ASSIGNMENT:
Set down, word for word, only the lines from the start of the records through the line bearing "solid #fff;border-radius:50%;background:#1a73e8;box-shadow:0 0"; include no pictures.

════

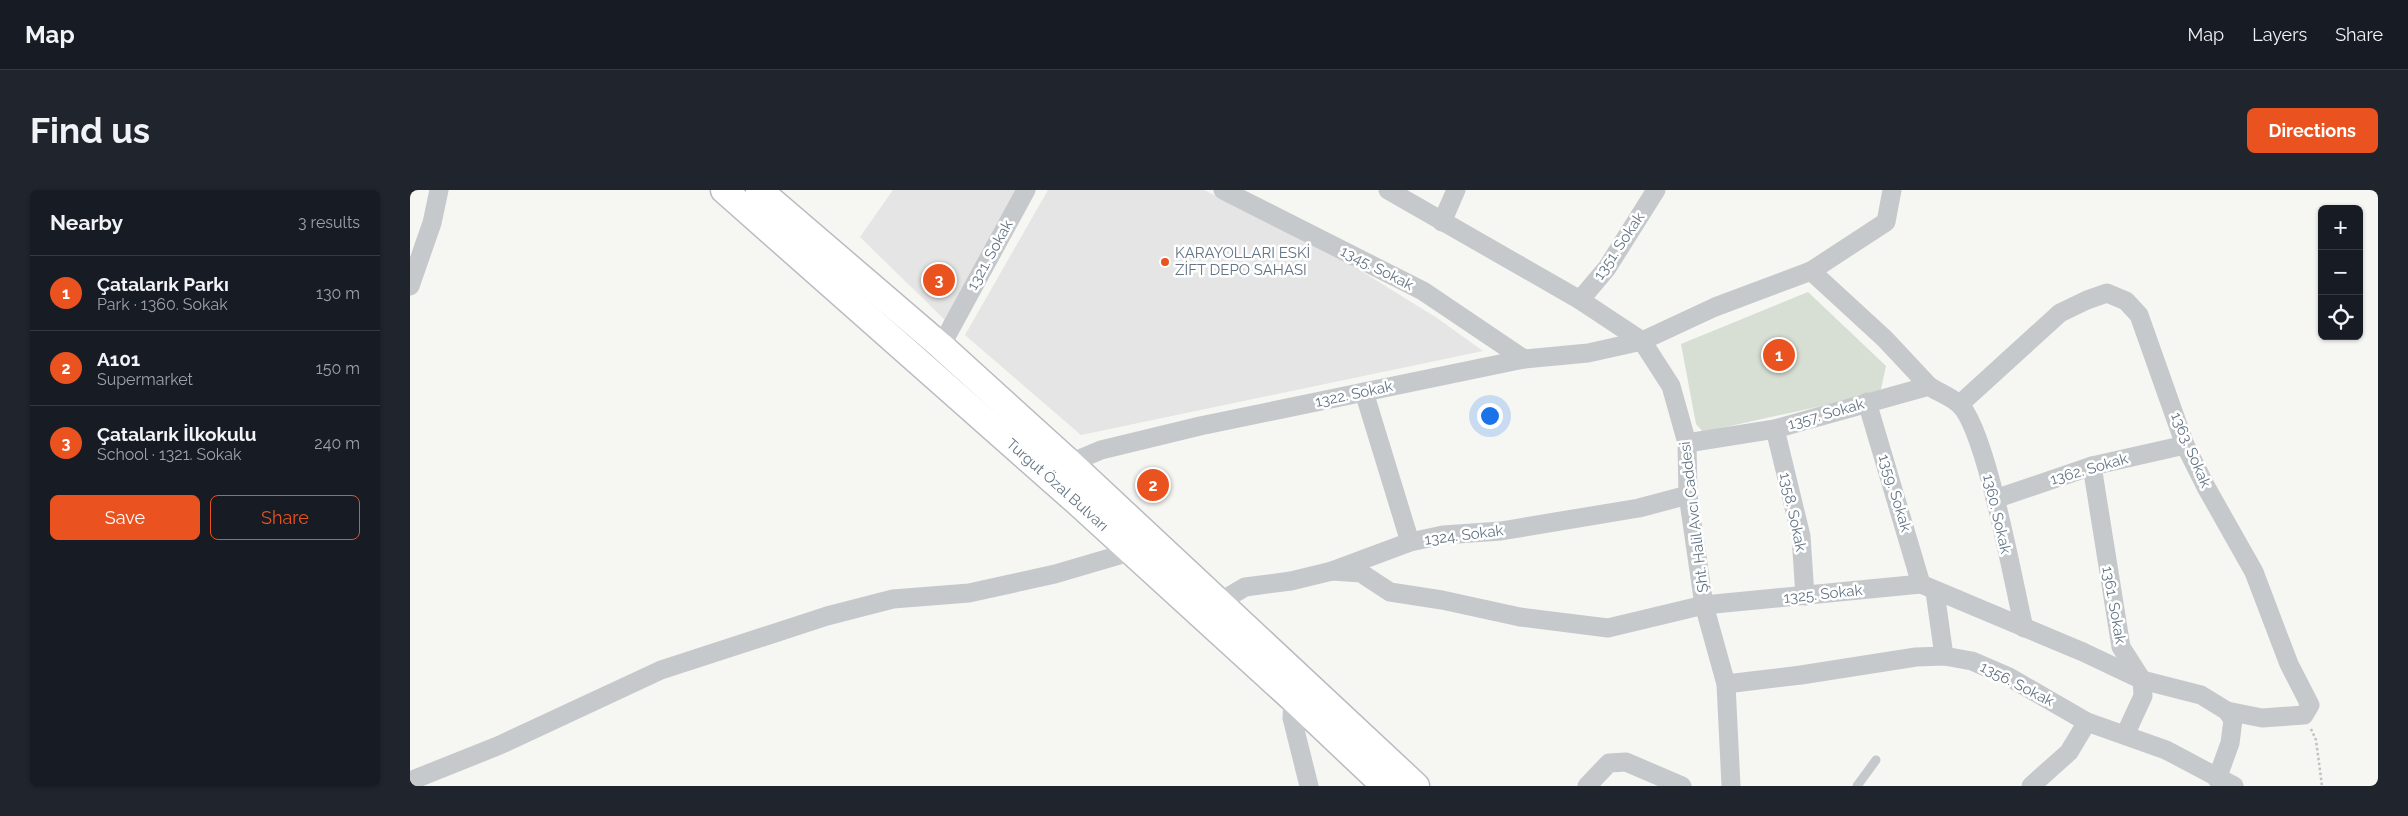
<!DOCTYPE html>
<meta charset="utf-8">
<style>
body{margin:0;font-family:Raleway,sans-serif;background:#20242c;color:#f1f3f6}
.controls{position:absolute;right:15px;top:15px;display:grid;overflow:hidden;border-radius:8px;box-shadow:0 1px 4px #0004}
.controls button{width:45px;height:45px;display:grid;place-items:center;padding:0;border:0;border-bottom:1px solid #363941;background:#171b24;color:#f1f3f6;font:25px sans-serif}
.you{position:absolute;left:1079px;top:225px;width:18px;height:18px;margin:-12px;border:4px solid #fff;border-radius:50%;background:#1a73e8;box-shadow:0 0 0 8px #1a73e833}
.badge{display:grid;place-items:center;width:32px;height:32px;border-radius:50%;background:#ea531f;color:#fff;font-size:16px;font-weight:700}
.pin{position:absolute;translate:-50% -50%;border:2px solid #fff;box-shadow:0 1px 5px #0006}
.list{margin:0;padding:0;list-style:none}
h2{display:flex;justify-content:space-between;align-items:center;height:65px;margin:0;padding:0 20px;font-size:21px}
h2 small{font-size:16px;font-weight:400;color:#9ea1a6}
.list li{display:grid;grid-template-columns:32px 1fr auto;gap:15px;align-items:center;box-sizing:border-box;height:75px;padding:0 20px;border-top:1px solid #363941}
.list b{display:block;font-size:19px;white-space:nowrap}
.list p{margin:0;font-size:16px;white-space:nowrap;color:#9ea1a6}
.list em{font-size:16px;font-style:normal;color:#9ea1a6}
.actions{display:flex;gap:10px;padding:15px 20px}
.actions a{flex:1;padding:11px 0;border:1px solid #ea531f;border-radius:8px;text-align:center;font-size:18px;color:#ea531f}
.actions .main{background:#ea531f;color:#fff}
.icon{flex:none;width:28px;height:28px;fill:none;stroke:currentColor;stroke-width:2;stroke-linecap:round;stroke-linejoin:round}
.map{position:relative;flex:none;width:1968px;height:596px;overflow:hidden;border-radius:8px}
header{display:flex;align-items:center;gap:30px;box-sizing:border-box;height:70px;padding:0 25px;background:#171b24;border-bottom:1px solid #363941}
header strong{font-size:24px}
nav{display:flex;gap:28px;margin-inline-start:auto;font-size:18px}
.intro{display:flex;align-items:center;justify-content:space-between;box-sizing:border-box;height:120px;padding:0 30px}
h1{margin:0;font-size:35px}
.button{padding:12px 22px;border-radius:8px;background:#ea531f;color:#fff;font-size:18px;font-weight:700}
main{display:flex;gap:30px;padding:0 30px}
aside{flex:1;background:#171b24;border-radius:8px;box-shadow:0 1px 4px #0004}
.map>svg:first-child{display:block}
</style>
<header>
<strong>Map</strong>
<nav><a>Map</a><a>Layers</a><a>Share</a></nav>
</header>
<div class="intro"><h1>Find us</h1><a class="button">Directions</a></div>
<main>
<aside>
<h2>Nearby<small>3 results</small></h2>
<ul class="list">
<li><span class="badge">1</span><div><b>Çatalarık Parkı</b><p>Park · 1360. Sokak</p></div><em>130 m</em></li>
<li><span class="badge">2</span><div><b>A101</b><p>Supermarket</p></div><em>150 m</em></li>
<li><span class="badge">3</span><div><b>Çatalarık İlkokulu</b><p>School · 1321. Sokak</p></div><em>240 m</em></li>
</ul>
<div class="actions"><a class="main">Save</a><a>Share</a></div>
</aside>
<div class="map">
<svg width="1968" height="596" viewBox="0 0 1968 596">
<rect width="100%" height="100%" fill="#f6f6f3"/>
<g fill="#e4e5e4">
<path d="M483,0H617L538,133L450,47Z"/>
<path d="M638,0H794L943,76L1027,128L1073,161L671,245L555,145Z"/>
</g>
<path fill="#d7ded3" d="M1398,102L1476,176L1471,199L1466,204L1293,242L1286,234L1271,154Z"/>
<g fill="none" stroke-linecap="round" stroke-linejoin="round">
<g stroke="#b8bcc1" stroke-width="29">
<g id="secondary">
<path id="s1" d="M314,0L667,312L883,509L975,596"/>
<path d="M349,0L531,156L660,273L1006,596"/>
</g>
</g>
<path stroke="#bfc1c3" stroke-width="2.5" stroke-dasharray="2.5 2.5" stroke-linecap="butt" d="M1901,539L1906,550L1912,596"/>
<path stroke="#c6c9cc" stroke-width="9" d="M1447,596L1466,570"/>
<g stroke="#c6c9cc" stroke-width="19">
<path d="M813,0L1013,101L1114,169"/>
<path d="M978,0L1170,110L1232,151L1261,196L1277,253L1278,305L1294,415L1316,494L1321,596"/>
<path d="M1032,32L1046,0"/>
<path d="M1401,81L1475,149L1519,196"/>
<path d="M0,96L22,33L29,0"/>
<path d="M1170,110L1197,78L1246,0"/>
<path d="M531,156L616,0"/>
<path d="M954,202L1000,352"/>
<path d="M1457,212L1511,394"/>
<path d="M1550,214L1650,123L1677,110L1697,103L1716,111L1729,125L1775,255L1796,297L1844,382L1879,474L1900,515L1894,525L1852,528L1817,521"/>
<path d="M1365,239L1391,346L1395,406"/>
<path d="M1277,253L1365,239L1519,196C1528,202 1541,207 1549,214C1576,238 1604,396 1614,438"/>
<path d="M660,273L691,260L790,236L1114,169L1178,163L1232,151L1305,117L1401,81L1476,32L1482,0"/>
<path d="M1682,276L1711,457L1732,490L1733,506L1715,545"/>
<path d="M1585,309L1682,276L1775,255"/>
<path d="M922,381L951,383L980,402L1032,410L1110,427L1198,438L1294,415L1511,394L1673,462L1732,490L1791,505L1817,521L1823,530L1820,553L1807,589"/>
<path d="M1525,402L1534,466"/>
<path d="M808,413L835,397L881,391L922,381L1000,352L1033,345L1091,341L1229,318L1278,305"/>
<path d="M1316,494L1391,485L1506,467L1534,466L1562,471L1599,487L1677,532L1756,560L1824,596"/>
<path d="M883,509L882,528L899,596"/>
<path d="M0,591L90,555L251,480L417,426L483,409L559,403L645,384L720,362"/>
<path d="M1177,596L1199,573L1216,572L1272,596"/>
<path d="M1621,596L1659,562L1677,532"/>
</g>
<use href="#secondary" stroke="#fff" stroke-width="26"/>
</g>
<circle fill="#ea531f" stroke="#fff" stroke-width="2" cx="755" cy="72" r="5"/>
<g text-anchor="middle" stroke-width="5" stroke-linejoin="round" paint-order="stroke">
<g font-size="15" fill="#647585" stroke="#fff">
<text transform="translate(1209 56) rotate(-56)" y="5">1351. Sokak</text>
<text transform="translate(580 65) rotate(-61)" y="5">1321. Sokak</text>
<text transform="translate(967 78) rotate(27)" y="5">1345. Sokak</text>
<text transform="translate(944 204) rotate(-12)" y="5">1322. Sokak</text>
<text transform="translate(1416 224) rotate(-16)" y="5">1357. Sokak</text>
<text transform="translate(1781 260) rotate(67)" y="5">1363. Sokak</text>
<text transform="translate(1679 279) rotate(-16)" y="5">1362. Sokak</text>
<text dy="5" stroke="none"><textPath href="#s1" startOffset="445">Turgut Özal Bulvarı</textPath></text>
<text transform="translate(1485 303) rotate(73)" y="5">1359. Sokak</text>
<text transform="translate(1383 322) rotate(78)" y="5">1358. Sokak</text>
<text transform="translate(1587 324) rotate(77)" y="5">1360. Sokak</text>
<text transform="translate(1284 327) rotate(-97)" y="5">Şht. Halil Avcı Caddesi</text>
<text transform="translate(1054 345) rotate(-7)" y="5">1324. Sokak</text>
<text transform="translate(1413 404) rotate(-6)" y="5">1325. Sokak</text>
<text transform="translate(1704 415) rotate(80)" y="5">1361. Sokak</text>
<text transform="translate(1607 494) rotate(27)" y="5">1356. Sokak</text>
</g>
<g font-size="15" fill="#647585" stroke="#fff" text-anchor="start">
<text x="765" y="68">KARAYOLLARI ESKİ<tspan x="765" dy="17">ZİFT DEPO SAHASI</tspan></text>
</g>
</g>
</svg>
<div class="controls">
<button>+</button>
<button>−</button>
<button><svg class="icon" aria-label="locate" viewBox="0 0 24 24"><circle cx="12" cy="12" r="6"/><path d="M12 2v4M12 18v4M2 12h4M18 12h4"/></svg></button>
</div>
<div class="you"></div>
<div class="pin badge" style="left:1369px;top:165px">1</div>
<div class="pin badge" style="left:743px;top:295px">2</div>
<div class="pin badge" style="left:529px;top:90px">3</div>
</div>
</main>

════

OUTPUT BELOW:
<!DOCTYPE html>
<meta charset="utf-8">
<style>
body{margin:0;font-family:Raleway,sans-serif;background:#20242c;color:#f1f3f6}
.controls{position:absolute;right:15px;top:15px;display:grid;overflow:hidden;border-radius:8px;box-shadow:0 1px 4px #0004}
.controls button{width:45px;height:45px;display:grid;place-items:center;padding:0;border:0;border-bottom:1px solid #363941;background:#171b24;color:#f1f3f6;font:25px sans-serif}
.you{position:absolute;left:1079px;top:225px;width:18px;height:18px;margin:-12px;border:4px solid #fff;border-radius:50%;background:#1a73e8;box-shadow:0 0 0 8px #1a73e833}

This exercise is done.